TRACK_METADATA_DEFINITIONS
The set of possible TRACK metadata fields (e.g., album, artist, genre, composer, etc).
- id: Metadata field identifier
- name: Metadata field name
TRACK_METADATA
The set of possible TRACK metadata field values.
- id: Metadata value identifier
- metadata_type_id: TRACK_METADATA_DEFINITIONS.ID
- value: Metadata value
=== TRACK_TRACK_METADATA_LINK Maps tracks to TRACK_METADATA values.
- id: Unique identifier
- track_id: TRACK.ID
- track_metadata_id: TRACK_METADATA.ID
FILE
Represents the concrete file in disk.
- id: Unique identifier
- track_id: TRACK.ID
- path: File path on disk
- site: SITE.ID
FILE_METADATA
The set of possible FILE metadata field values.
- id: Unique identifier
- metadata_type_id: FILE_METADATA_DEFINITIONS.ID
- value: Metadata value
FILE_METADATA_DEFINITIONS
The set of possible FILE metadata fields (e.g., bitrate, channels, encoding).
- id: Unique identifier
- name: Field name
FILE_FILE_METADATA_LINK
Maps files to FILE_METADATA values.
- id: Unique identifier
- file_id: FILE.ID
- file_metadata_id: FILE_METADATA.ID
TASK
A task is a MIREX task or subtask.
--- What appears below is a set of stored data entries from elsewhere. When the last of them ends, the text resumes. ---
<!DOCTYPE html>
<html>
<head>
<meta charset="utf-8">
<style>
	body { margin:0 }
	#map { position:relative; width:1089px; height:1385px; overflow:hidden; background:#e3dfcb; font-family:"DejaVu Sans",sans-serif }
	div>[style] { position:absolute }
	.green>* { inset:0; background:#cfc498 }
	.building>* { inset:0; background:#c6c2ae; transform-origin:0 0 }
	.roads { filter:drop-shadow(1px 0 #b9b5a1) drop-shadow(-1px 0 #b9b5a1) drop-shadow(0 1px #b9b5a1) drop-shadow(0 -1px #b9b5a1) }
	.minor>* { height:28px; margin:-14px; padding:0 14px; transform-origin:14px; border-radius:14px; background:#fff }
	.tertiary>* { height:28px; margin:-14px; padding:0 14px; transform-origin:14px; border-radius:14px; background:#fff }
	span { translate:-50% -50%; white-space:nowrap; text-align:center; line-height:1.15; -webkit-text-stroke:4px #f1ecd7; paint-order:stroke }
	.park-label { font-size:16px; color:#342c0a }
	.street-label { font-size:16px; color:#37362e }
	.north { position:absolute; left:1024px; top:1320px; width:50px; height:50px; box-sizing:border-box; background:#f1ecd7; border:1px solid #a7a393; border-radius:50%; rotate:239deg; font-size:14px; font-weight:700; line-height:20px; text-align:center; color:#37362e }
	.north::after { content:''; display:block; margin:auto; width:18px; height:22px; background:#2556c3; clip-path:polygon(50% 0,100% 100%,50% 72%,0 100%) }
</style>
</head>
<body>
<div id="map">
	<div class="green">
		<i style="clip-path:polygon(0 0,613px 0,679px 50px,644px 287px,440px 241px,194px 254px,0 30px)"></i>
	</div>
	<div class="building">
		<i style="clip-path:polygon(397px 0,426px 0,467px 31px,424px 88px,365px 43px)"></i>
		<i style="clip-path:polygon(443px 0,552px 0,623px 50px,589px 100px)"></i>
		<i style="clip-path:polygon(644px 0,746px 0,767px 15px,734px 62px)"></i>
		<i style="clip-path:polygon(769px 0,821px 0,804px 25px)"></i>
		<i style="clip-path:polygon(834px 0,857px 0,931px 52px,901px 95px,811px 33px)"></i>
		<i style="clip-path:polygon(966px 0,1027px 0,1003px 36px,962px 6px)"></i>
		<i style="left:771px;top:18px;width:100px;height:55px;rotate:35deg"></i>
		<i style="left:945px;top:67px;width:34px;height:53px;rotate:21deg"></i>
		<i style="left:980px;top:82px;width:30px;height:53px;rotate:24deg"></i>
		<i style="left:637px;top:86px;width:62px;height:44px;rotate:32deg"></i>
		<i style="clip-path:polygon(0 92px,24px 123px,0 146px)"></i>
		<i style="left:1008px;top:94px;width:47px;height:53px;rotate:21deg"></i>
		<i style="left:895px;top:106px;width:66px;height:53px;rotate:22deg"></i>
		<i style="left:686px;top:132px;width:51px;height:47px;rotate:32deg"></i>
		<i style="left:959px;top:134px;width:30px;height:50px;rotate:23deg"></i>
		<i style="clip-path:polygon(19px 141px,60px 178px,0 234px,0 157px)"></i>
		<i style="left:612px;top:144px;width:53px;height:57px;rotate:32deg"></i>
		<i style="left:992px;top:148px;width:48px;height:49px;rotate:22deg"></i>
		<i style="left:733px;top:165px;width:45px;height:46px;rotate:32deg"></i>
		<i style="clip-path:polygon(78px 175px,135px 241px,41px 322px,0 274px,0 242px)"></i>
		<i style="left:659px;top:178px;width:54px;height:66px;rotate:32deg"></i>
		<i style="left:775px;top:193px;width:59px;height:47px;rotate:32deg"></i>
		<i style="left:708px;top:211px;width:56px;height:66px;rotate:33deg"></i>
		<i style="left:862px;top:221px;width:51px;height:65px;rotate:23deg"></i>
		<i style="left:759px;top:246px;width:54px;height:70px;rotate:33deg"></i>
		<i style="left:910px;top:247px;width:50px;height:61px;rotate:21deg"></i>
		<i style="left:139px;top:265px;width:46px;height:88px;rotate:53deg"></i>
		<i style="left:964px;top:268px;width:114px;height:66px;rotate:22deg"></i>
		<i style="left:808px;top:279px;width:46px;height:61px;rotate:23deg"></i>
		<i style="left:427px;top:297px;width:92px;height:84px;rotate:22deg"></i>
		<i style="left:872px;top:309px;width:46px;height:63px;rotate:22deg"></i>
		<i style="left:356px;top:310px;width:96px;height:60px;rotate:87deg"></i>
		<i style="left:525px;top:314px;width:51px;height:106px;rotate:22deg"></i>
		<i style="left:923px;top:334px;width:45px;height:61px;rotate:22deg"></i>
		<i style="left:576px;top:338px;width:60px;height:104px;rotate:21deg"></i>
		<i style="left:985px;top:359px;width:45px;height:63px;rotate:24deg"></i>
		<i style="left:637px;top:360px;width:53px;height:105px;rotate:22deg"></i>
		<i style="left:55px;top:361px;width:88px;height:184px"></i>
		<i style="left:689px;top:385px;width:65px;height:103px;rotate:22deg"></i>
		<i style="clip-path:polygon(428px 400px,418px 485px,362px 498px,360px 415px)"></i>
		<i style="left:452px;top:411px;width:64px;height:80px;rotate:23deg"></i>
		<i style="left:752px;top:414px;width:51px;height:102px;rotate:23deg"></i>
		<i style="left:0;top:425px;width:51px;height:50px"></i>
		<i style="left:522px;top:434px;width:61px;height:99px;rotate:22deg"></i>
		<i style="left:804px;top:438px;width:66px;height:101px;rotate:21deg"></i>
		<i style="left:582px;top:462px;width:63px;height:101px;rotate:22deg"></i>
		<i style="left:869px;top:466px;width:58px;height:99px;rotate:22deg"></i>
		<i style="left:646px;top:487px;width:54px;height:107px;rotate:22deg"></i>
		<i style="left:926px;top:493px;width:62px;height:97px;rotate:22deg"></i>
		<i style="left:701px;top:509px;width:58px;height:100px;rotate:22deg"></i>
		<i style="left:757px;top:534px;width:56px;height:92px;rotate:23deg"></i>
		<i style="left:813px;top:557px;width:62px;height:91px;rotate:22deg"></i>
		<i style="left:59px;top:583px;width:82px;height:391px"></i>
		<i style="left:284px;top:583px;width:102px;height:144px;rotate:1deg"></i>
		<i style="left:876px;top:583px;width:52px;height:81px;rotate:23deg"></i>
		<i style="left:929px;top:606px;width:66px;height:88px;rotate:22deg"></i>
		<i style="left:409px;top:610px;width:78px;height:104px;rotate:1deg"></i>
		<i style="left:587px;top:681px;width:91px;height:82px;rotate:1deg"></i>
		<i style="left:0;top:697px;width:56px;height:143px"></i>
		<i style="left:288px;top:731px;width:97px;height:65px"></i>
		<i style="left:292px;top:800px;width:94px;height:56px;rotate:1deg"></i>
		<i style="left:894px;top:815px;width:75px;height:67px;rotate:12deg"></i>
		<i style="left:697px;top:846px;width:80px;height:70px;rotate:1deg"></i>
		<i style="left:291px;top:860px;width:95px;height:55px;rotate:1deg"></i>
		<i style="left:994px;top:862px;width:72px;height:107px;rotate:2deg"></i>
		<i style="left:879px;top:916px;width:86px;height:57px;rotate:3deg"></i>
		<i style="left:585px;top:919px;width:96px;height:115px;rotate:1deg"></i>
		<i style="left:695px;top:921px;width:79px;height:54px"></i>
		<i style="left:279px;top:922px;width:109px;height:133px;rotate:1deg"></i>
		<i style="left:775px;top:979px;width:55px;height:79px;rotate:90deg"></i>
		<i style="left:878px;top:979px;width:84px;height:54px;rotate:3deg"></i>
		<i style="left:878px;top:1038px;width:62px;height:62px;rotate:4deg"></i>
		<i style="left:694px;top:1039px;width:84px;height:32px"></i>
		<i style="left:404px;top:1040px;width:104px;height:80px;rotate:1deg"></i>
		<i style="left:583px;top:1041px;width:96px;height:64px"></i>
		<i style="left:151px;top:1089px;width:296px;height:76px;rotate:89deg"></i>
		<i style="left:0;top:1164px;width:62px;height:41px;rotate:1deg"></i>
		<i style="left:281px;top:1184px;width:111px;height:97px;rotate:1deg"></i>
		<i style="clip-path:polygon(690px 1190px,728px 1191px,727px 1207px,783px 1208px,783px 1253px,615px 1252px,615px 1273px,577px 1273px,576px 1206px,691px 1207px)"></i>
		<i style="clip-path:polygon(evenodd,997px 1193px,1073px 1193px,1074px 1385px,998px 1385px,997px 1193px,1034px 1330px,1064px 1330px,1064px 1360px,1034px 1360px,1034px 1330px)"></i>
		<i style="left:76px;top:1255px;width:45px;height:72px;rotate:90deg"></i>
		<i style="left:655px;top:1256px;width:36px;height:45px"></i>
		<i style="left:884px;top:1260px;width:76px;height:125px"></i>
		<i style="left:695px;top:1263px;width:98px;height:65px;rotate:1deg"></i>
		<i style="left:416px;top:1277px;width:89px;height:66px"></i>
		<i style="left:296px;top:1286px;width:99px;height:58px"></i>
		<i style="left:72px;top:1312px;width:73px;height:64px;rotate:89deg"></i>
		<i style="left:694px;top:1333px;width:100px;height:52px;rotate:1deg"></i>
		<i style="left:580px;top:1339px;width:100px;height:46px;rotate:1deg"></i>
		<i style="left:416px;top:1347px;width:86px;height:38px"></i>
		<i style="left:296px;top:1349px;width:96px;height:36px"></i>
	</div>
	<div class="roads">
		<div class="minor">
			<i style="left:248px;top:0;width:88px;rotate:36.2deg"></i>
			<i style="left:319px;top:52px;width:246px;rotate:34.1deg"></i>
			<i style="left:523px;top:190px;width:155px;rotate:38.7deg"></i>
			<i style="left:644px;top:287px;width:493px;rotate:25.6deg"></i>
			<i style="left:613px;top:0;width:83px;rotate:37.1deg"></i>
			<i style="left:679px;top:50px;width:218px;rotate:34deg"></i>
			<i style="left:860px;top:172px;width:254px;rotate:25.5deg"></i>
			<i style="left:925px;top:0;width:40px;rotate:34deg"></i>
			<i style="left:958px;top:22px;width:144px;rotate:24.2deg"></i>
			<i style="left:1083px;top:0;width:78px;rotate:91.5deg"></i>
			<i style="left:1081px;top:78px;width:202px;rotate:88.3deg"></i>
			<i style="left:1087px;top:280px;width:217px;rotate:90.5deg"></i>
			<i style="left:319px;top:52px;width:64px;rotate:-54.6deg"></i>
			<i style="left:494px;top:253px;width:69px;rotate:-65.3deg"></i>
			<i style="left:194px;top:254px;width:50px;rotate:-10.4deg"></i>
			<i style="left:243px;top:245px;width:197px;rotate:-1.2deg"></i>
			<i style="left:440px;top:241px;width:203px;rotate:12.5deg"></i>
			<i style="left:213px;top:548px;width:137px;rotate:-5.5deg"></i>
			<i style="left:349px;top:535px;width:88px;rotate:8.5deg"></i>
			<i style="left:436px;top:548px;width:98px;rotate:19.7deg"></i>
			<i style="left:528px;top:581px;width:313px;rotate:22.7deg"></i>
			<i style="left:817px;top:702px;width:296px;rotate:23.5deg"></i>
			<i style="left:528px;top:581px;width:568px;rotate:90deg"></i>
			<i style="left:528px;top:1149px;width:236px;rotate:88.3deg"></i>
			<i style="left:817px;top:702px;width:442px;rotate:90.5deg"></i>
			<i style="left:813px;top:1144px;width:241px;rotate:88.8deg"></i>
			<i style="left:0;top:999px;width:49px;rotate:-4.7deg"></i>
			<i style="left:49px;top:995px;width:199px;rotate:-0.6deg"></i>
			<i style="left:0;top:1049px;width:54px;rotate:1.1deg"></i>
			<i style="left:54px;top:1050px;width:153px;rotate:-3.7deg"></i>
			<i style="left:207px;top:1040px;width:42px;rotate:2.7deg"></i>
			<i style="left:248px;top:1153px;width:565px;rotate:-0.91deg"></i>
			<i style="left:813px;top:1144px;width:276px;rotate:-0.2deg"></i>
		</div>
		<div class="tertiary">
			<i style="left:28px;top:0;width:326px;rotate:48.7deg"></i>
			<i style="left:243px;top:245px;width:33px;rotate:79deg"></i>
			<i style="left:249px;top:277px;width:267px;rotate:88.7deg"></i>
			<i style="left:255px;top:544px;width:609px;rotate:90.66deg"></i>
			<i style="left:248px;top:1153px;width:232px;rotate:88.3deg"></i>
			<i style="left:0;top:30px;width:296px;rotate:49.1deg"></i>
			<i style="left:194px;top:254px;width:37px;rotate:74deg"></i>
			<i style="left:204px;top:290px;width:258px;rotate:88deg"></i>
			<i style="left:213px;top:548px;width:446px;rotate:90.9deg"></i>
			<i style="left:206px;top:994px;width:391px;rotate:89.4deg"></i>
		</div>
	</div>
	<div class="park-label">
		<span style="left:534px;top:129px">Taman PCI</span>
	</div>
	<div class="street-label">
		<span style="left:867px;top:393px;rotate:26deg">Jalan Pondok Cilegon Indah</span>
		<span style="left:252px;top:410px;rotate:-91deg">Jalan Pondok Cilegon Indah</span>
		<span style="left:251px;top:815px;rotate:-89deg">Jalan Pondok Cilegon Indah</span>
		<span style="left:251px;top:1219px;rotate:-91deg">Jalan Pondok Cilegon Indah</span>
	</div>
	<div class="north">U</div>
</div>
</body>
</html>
There is one TASK record for each MIREX subtask associated with a test corpus. Tasks group the metadata that participants are trying to predict. Subtasks are grouped together by TASK.SUBJECT_TASK_METADATA, which keys into TRACK_METADATA_DEFINITIONS.ID. For example, the MIREX task "Audio Beat Tracking" includes to TASK records -- "Audio Beat Tracking - MAZ dataset" and "Audio Beat Tracking - MCK Dataset". Both of these subtasks share a common SUBJET_TASK_METADATA value "11" -- "List of beat times". Each task links to a DATASET.
Fields:
- id: Unique identifier
- name: Task/subtask name
- description: Task/subtask description
- subject_track_metadata: TRACK_METADATA_DEFINITIONS.ID
- dataset_id: DATASET.ID
DATASET
There is a dataset for each task. Datasets can be reused. For example, genre classification and mood classification can use the same dataset as long as there is associated metadata.
Fields:
- id: Unique identifier
- name: Dataset name
- description: Dataset description
- collection_id: COLLECTION.ID (Not used)
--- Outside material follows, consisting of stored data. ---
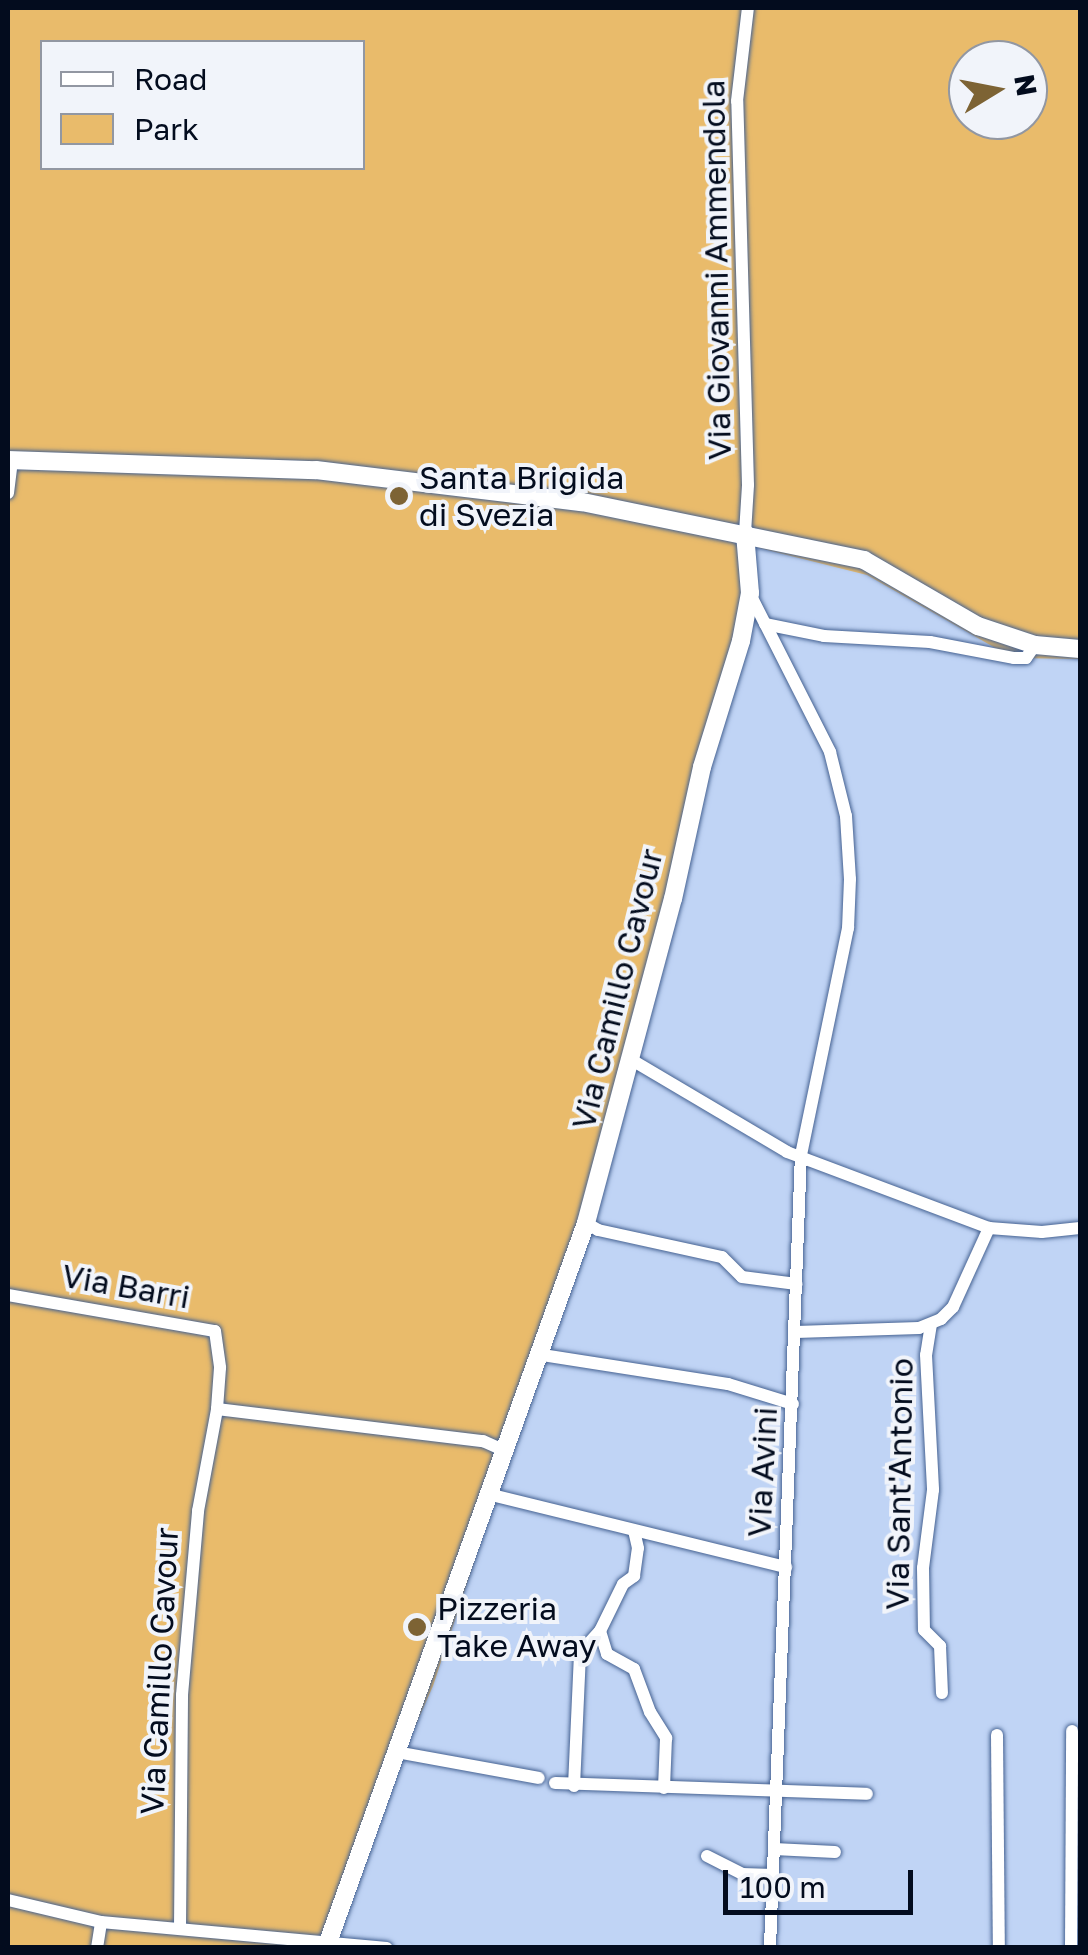 <!DOCTYPE html>
<style>
body{margin:0}
#map{position:relative;width:1088px;height:1955px;overflow:hidden;background:#c0d4f5;font-family:"Golos Text",sans-serif}
div>[style]{position:absolute}
.green>*{inset:0;background:#e9bb6b}
.roads{filter:drop-shadow(0 0 2px #456292) drop-shadow(0 0 2px #456292)}
.minor>*{height:12px;margin:-6px;padding:0 6px;transform-origin:6px;border-radius:6px;background:#fff}
.tertiary>*{height:18px;margin:-9px;padding:0 9px;transform-origin:9px;border-radius:9px;background:#fff}
.dots>*{width:28px;height:28px;translate:-50% -50%;box-sizing:border-box;border:5px solid #f1f4fa;border-radius:50%}
span{translate:-50% -50%;white-space:nowrap;text-align:center;line-height:1.15;-webkit-text-stroke:8px #f1f4fa;paint-order:stroke}
.street-label{font-size:32px;color:#030c1e}
.poi-label{font-size:32px;color:#030c1e}
.left{translate:0 -50%;text-align:left}
.frame{position:absolute;inset:0;border:10px solid #030c1e;pointer-events:none}
.legend{position:absolute;left:40px;top:40px;width:325px;height:130px;box-sizing:border-box;background:#f1f4fa;border:2px solid #9297a2;margin:0;padding:12px 18px;list-style:none;font-size:30px;color:#030c1e}
.legend li{display:flex;align-items:center;gap:20px;height:50px}
.legend b{width:50px;border:2px solid #9297a2}
.north{position:absolute;left:948px;top:40px;width:100px;height:100px;box-sizing:border-box;background:#f1f4fa;border:2px solid #9297a2;border-radius:50%;rotate:80deg;font-size:28px;font-weight:700;line-height:40px;text-align:center;color:#030c1e}
.north::after{content:'';display:block;margin:auto;width:35px;height:45px;background:#7d6334;clip-path:polygon(50% 0,100% 100%,50% 72%,0 100%)}
.scale{position:absolute;left:723px;top:1870px;width:190px;height:45px;box-sizing:border-box;border:5px solid #030c1e;border-top:0;padding-left:12px;font-size:30px;line-height:35px;white-space:nowrap;color:#030c1e;-webkit-text-stroke:8px #f1f4fa;paint-order:stroke}
</style>
<div id="map">
<div class="green">
<i style="clip-path:polygon(evenodd,8px 8px,1080px 8px,1080px 659px,1013px 658px,867px 575px,755px 547px,748px 630px,532px 1388px,433px 1686px,381px 1804px,332px 1947px,8px 1948px,8px 8px,42px 42px,362px 42px,362px 168px,42px 168px,42px 42px,8px 8px,968px 60px,1028px 60px,1028px 120px,968px 120px,968px 60px)"></i>
</div>
<div class="roads">
<div class="minor">
<i style="left:8px;top:493px;width:33px;rotate:-83deg"></i>
<i style="left:745px;top:533px;width:48px;rotate:-86.4deg"></i>
<i style="left:748px;top:485px;width:384px;rotate:-91.6deg"></i>
<i style="left:737px;top:101px;width:94px;rotate:-83.3deg"></i>
<i style="left:751px;top:596px;width:175px;rotate:63.1deg"></i>
<i style="left:830px;top:752px;width:66px;rotate:76deg"></i>
<i style="left:846px;top:816px;width:63px;rotate:86.4deg"></i>
<i style="left:850px;top:879px;width:49px;rotate:92.3deg"></i>
<i style="left:848px;top:928px;width:231px;rotate:101.7deg"></i>
<i style="left:801px;top:1154px;width:795px;rotate:92.24deg"></i>
<i style="left:765px;top:624px;width:60px;rotate:11.5deg"></i>
<i style="left:824px;top:636px;width:106px;rotate:3.2deg"></i>
<i style="left:930px;top:642px;width:86px;rotate:10.8deg"></i>
<i style="left:1014px;top:658px;width:12px"></i>
<i style="left:1026px;top:658px;width:16px;rotate:-55deg"></i>
<i style="left:630px;top:1059px;width:182px;rotate:30.6deg"></i>
<i style="left:787px;top:1152px;width:216px;rotate:20.6deg"></i>
<i style="left:989px;top:1228px;width:53px;rotate:4.3deg"></i>
<i style="left:1042px;top:1232px;width:38px;rotate:-6deg"></i>
<i style="left:586px;top:1223px;width:14px;rotate:30deg"></i>
<i style="left:598px;top:1230px;width:127px;rotate:12.3deg"></i>
<i style="left:722px;top:1257px;width:28px;rotate:45deg"></i>
<i style="left:742px;top:1277px;width:55px;rotate:7.3deg"></i>
<i style="left:8px;top:1295px;width:210px;rotate:9.9deg"></i>
<i style="left:215px;top:1331px;width:37px;rotate:82deg"></i>
<i style="left:220px;top:1368px;width:41px;rotate:94.2deg"></i>
<i style="left:931px;top:1324px;width:31px;rotate:99deg"></i>
<i style="left:926px;top:1355px;width:135px;rotate:87deg"></i>
<i style="left:933px;top:1490px;width:79px;rotate:97.3deg"></i>
<i style="left:923px;top:1568px;width:62px;rotate:89.1deg"></i>
<i style="left:924px;top:1630px;width:23px;rotate:45deg"></i>
<i style="left:940px;top:1646px;width:47px;rotate:87.6deg"></i>
<i style="left:796px;top:1332px;width:123px;rotate:-1.9deg"></i>
<i style="left:919px;top:1328px;width:24px;rotate:-22deg"></i>
<i style="left:941px;top:1319px;width:17px;rotate:-45deg"></i>
<i style="left:953px;top:1307px;width:87px;rotate:-65.5deg"></i>
<i style="left:536px;top:1354px;width:194px;rotate:8.9deg"></i>
<i style="left:728px;top:1384px;width:68px;rotate:17.1deg"></i>
<i style="left:488px;top:1494px;width:307px;rotate:13.8deg"></i>
<i style="left:600px;top:1631px;width:24px;rotate:73deg"></i>
<i style="left:607px;top:1654px;width:31px;rotate:29deg"></i>
<i style="left:634px;top:1669px;width:46px;rotate:69.6deg"></i>
<i style="left:650px;top:1712px;width:31px;rotate:58deg"></i>
<i style="left:666px;top:1738px;width:50px;rotate:92.3deg"></i>
<i style="left:997px;top:1735px;width:213px;rotate:89.5deg"></i>
<i style="left:396px;top:1752px;width:145px;rotate:10.3deg"></i>
<i style="left:555px;top:1783px;width:312px;rotate:2deg"></i>
<i style="left:574px;top:1786px;width:133px;rotate:-87.4deg"></i>
<i style="left:580px;top:1653px;width:30px;rotate:-48deg"></i>
<i style="left:600px;top:1631px;width:52px;rotate:-63.9deg"></i>
<i style="left:623px;top:1584px;width:14px;rotate:-36deg"></i>
<i style="left:634px;top:1576px;width:28px;rotate:-82deg"></i>
<i style="left:638px;top:1548px;width:17px;rotate:-103deg"></i>
<i style="left:774px;top:1849px;width:61px;rotate:2.8deg"></i>
<i style="left:707px;top:1856px;width:39px;rotate:27deg"></i>
<i style="left:742px;top:1874px;width:31px;rotate:2deg"></i>
<i style="left:8px;top:1900px;width:96px;rotate:13.3deg"></i>
<i style="left:101px;top:1922px;width:287px;rotate:5.2deg"></i>
<i style="left:180px;top:1928px;width:233px;rotate:-89.5deg"></i>
<i style="left:182px;top:1695px;width:185px;rotate:-85deg"></i>
<i style="left:198px;top:1511px;width:104px;rotate:-79.4deg"></i>
<i style="left:217px;top:1409px;width:268px;rotate:6.9deg"></i>
<i style="left:483px;top:1441px;width:22px;rotate:24deg"></i>
<i style="left:97px;top:1948px;width:26px;rotate:-81deg"></i>
<i style="left:1071px;top:1948px;width:217px;rotate:-89.7deg"></i>
</div>
<div class="tertiary">
<i style="left:8px;top:460px;width:308px;rotate:1.9deg"></i>
<i style="left:316px;top:470px;width:268px;rotate:6.9deg"></i>
<i style="left:582px;top:502px;width:288px;rotate:11.6deg"></i>
<i style="left:864px;top:560px;width:132px;rotate:30.1deg"></i>
<i style="left:978px;top:626px;width:60px;rotate:18.4deg"></i>
<i style="left:1035px;top:645px;width:45px;rotate:5.1deg"></i>
<i style="left:326px;top:1948px;width:770px;rotate:-70.27deg"></i>
<i style="left:586px;top:1223px;width:335px;rotate:-75deg"></i>
<i style="left:673px;top:899px;width:135px;rotate:-77.6deg"></i>
<i style="left:702px;top:767px;width:132px;rotate:-72.8deg"></i>
<i style="left:741px;top:641px;width:49px;rotate:-79.4deg"></i>
<i style="left:750px;top:593px;width:60px;rotate:-94.8deg"></i>
</div>
</div>
<div class="dots">
<i style="left:399px;top:496px;background:#7d6334"></i>
<i style="left:417px;top:1627px;background:#7d6334"></i>
</div>
<div class="street-label">
<span style="left:716px;top:270px;rotate:-91deg">Via Giovanni Ammendola</span>
<span style="left:617px;top:989px;rotate:-76deg">Via Camillo Cavour</span>
<span style="left:126px;top:1286px;rotate:10deg">Via Barri</span>
<span style="left:762px;top:1472px;rotate:-87deg">Via Avini</span>
<span style="left:899px;top:1484px;rotate:-89deg">Via Sant'Antonio</span>
<span style="left:159px;top:1671px;rotate:-87deg">Via Camillo Cavour</span>
</div>
<div class="poi-label">
<span class="left" style="left:419px;top:496px">Santa Brigida<br>di Svezia</span>
<span class="left" style="left:437px;top:1627px">Pizzeria<br>Take Away</span>
</div>
<div class="frame"></div>
<ul class="legend">
<li><b style="height:12px;background:#fff"></b>Road</li>
<li><b style="height:28px;background:#e9bb6b"></b>Park</li>
</ul>
<div class="north">N</div>
<div class="scale">100 m</div>
</div>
- subset_set_id: TRACKLIST.ID
- num_splits: Number of test/training sets (either 1 or 3)
- num_set_per_split: test/train = 2; test/train/validate = 3
- split_class: (Not used, but code exists). See "Splitting" section below
- split_parameters_string = (Not used)
- subject_track_metadata_type_id = Redundant -- same as TASK.SUBJECT_TRACK_METADATA
- filter_track_metadata_type_id: no filter = -1; artist = 2; album = 3
COLLECTION
TRACKLIST
All of the TRACKS in a DATASET -- audio files used for a particular run.
- id: Unique identifier
- dataset_id: DATASET.ID
- set_type_id:
- split_number:
Splitting
The DATASET table includes a SPLIT_CLASS column. Code exists for splitting datasets. The splitting process can be non-trivial. For example, splits may need to be balanced based on collection statistics.
Filtering
The DATASET table includes a FILTER_TRACK_METADATA_TYPE_ID field. Need to get a better understanding of this from Andy/Mert. Example, for genre classification, it's easier to classify the artist, so need to make sure that we have each artist in the test/training/validation sets.